» **PROMPT**: Answer with a number only: how many lines of the entries below contain the word "absolute"?

[INPUT MATERIAL]

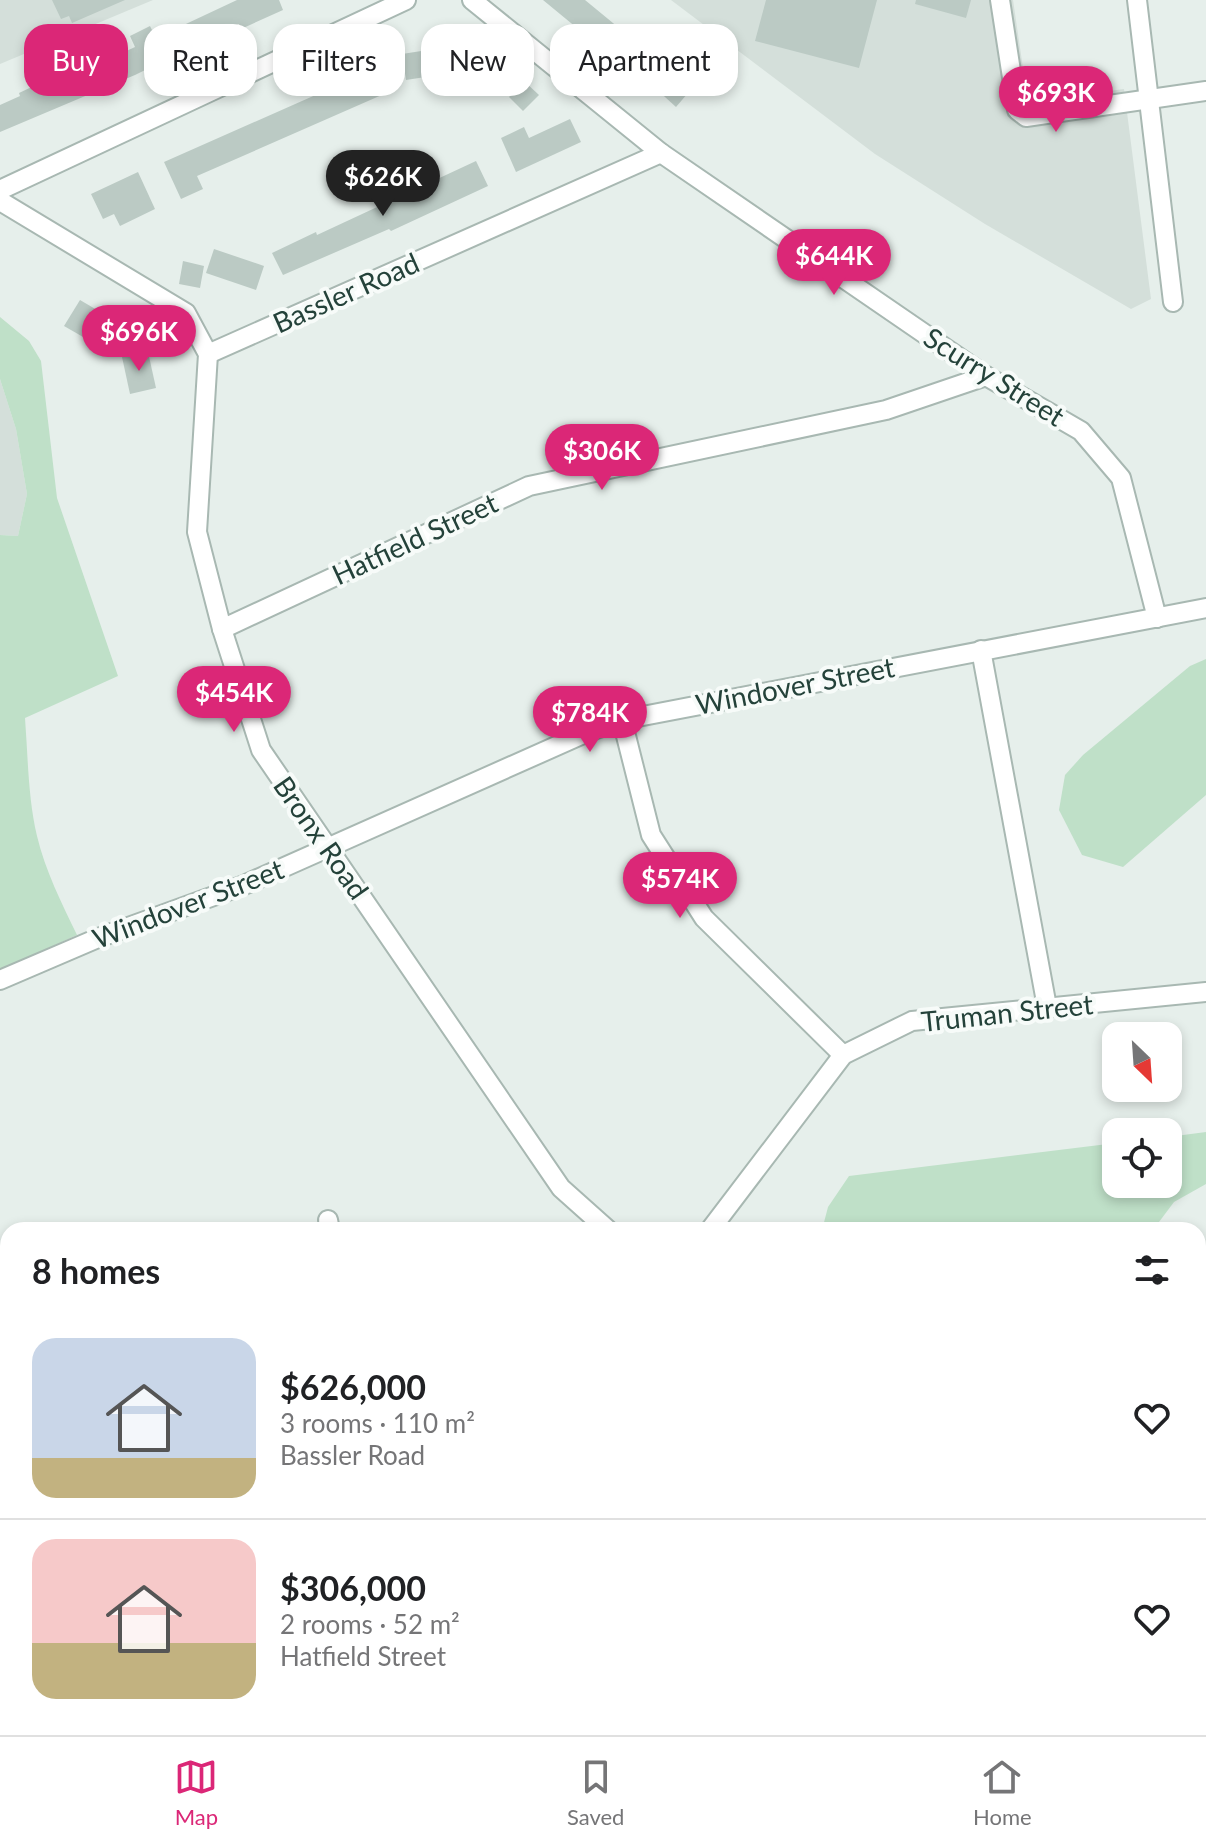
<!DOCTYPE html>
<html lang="en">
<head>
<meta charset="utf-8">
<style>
  :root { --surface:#fff; --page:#f2f2f2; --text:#202124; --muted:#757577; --line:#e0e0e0; --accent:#db2777 }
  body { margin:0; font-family:Lato,sans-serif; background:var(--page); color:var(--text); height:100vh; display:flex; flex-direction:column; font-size:30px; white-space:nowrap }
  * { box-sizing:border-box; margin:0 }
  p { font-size:26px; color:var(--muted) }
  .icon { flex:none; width:44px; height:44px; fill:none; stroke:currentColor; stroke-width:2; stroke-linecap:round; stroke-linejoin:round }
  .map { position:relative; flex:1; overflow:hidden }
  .panel { position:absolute; left:0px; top:1222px; width:1206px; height:514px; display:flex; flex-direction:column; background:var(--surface); border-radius:24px 24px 0 0; box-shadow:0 4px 12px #0003 }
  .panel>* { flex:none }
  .banner { position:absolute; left:24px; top:24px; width:800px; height:72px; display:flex; gap:16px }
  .needle { width:52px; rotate:155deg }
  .controls { position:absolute; left:1102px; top:1022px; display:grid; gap:16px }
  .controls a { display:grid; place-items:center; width:80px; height:80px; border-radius:16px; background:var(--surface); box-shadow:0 4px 12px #0003; font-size:40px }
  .price { position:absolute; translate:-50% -68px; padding:0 18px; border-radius:28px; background:var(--accent); color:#fff; font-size:26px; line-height:52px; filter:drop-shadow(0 2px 4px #0008) }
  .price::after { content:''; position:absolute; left:50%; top:48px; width:24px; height:18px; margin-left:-12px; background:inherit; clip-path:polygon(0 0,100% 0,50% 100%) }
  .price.on { background:#222; color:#fff }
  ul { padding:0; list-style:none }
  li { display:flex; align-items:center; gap:24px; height:200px; padding:0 32px }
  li+li { border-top:2px solid var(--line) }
  li span { display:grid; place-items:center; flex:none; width:224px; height:160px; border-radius:24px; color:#555 }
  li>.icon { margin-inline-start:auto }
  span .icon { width:96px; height:96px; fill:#fffc; stroke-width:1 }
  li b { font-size:34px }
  h2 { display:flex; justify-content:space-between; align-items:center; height:96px; padding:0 32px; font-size:34px }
  .tag { padding:0 28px; border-radius:24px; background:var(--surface); box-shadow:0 4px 12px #0003; font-size:28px; line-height:72px }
  .tag.on { background:var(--accent); color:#fff }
  .dock { display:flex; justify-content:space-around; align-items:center; height:112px; border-top:2px solid var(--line); background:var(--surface); font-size:22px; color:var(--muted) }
  .dock a { display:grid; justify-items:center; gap:4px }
  .dock .on { color:var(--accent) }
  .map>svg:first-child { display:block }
  .built { fill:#d4dfda }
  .green { fill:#bfe0c8 }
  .building { fill:#bbcac4 }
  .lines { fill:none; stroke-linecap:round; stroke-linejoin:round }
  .street-casing { stroke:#a8b8b2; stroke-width:22 }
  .street { stroke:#fff; stroke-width:18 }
  .labels { text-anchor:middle; stroke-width:8; stroke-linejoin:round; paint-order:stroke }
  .street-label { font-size:28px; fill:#24423a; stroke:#f7fbf9 }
</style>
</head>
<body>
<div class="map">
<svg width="1206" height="1735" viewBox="0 0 1206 1735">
  <rect width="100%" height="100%" fill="#e6efeb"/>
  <!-- built -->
  <g class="built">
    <polygon points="0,0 153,0 0,64"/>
    <polygon points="671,0 1013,0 1028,102 1124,89 1151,299 1131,309 985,224 875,154"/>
    <polygon points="0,379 16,429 27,494 18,536 0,535"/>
    <polygon points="1198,1262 1206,1264 1206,1735 1143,1735 1140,1728 1198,1728"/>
  </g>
  <!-- green -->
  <g class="green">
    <path d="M0,317L29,341L41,361L57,498L118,676L25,718C28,757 28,798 37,836C45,870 62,904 77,935L0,970V535L18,536L27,494L16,429L0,379Z"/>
    <polygon points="1206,659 1206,795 1123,867 1082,855 1059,810 1065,775 1083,755 1190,666"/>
    <polygon points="1206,1132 1206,1184 1174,1202 1153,1230 822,1230 828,1207 849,1176 1116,1143 1116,1184 1168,1184 1168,1137"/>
    <polygon points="389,1728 1140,1728 1143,1735 380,1735"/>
  </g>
  <!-- building -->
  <g class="building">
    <polygon points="52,0 125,0 72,23 69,16 61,19"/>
    <polygon points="237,0 279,0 283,10 241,29 239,24 135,75 0,132 0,105 20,96 19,93 57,75 60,83 85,71 81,62 99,53 103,62 135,47 130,36 150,26 156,38"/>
    <polygon points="543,0 585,0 647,51 631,68 597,37 594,42"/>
    <polygon points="766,0 877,0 859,68 755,41"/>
    <polygon points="916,0 971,0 966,18 915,4"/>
    <polygon points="447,47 451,73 406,80 402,54"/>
    <polygon points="671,67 694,86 676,107 654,87"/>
    <polygon points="372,70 384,94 197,176 203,189 181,199 164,162"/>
    <polygon points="524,81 539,95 523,111 509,97"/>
    <polygon points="570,119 581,142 516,172 501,138 524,127 529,138"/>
    <polygon points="476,161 488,186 391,231 389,229 283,275 272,253 316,232 317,235"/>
    <polygon points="138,172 155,209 120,226 114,214 103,219 91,194"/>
    <polygon points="214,249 264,266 256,290 206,273"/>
    <polygon points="183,261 204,266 200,288 179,284"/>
    <polygon points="80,300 119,323 104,349 64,326"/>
    <polygon points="148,352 156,388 130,394 122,357"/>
  </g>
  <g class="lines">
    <defs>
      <g id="street">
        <polyline points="472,0 661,153 986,376 1081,431 1121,478 1157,618"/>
        <polyline points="1000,0 1017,110 1026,117 1206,91"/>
        <polyline points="1137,0 1173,302"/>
        <polyline points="0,190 406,0"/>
        <polyline points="0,201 186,313 208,354 197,532 222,629 261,750 561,1188 608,1230"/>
        <polyline points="208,354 661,153"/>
        <polyline points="222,629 529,486 886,410 986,376"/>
        <polyline points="981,650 1047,1007"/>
        <polyline points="622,720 651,835 704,918 843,1055"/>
        <polyline points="0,980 98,938 244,885 590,731 622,720 1206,608"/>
        <polyline points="328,1220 330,1230"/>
        <polyline points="710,1230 843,1055 912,1021 1206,992"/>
        <polyline points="0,1268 8,1278"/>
        <polyline points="312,1728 317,1735"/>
        <polyline points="171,1735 179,1728"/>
      </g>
    </defs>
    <!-- street casing -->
    <use href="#street" class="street-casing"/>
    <!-- street -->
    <use href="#street" class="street"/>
  </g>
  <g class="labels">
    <!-- street labels -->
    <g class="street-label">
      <text transform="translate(346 293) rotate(-24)" y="10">Bassler Road</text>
      <text transform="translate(994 377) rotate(32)" y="10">Scurry Street</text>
      <text transform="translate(415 539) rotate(-25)" y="10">Hatfield Street</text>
      <text transform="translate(795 686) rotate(-11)" y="10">Windover Street</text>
      <text transform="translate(321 838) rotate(55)" y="10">Bronx Road</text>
      <text transform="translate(188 904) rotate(-21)" y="10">Windover Street</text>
      <text transform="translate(1007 1013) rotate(-6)" y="10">Truman Street</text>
    </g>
  </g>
</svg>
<div class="controls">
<a><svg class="needle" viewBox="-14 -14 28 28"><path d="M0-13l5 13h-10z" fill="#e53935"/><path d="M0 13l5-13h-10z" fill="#757577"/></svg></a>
<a><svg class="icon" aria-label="locate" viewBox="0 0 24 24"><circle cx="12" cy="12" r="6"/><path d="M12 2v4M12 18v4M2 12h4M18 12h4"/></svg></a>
</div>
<b class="price" style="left:1056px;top:134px">$693K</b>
<b class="price on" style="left:383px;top:218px">$626K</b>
<b class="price" style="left:834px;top:297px">$644K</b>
<b class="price" style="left:139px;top:373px">$696K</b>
<b class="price" style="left:602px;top:492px">$306K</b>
<b class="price" style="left:234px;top:734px">$454K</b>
<b class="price" style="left:590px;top:754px">$784K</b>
<b class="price" style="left:680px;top:920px">$574K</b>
<div class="banner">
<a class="tag on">Buy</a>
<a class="tag">Rent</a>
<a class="tag">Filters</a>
<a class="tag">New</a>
<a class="tag">Apartment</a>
</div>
<section class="panel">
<h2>8 homes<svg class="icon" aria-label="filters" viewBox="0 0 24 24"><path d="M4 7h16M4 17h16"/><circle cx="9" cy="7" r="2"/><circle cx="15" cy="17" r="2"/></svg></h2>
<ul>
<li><span style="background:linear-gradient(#c9d6e8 75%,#c2b280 0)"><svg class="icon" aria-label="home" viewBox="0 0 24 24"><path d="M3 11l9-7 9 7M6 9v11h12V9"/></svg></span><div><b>$626,000</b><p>3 rooms · 110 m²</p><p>Bassler Road</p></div><svg class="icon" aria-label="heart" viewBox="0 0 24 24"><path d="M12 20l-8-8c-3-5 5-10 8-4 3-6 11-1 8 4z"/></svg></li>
<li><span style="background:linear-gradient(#f6c9c9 65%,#c2b280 0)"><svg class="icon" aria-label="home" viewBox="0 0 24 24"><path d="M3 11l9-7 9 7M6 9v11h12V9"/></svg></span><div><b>$306,000</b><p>2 rooms · 52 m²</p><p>Hatfield Street</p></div><svg class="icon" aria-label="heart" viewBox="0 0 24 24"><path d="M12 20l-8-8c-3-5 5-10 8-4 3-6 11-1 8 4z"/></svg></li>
</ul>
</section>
</div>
<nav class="dock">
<a class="on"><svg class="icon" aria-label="map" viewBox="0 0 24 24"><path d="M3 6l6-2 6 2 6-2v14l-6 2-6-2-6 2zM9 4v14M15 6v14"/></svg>Map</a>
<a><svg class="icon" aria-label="saved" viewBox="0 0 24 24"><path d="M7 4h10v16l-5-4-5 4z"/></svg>Saved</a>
<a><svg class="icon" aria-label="home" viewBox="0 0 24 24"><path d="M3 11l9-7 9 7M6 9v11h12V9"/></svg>Home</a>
</nav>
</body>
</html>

[/INPUT MATERIAL]

» **TASK ANSWER**: 5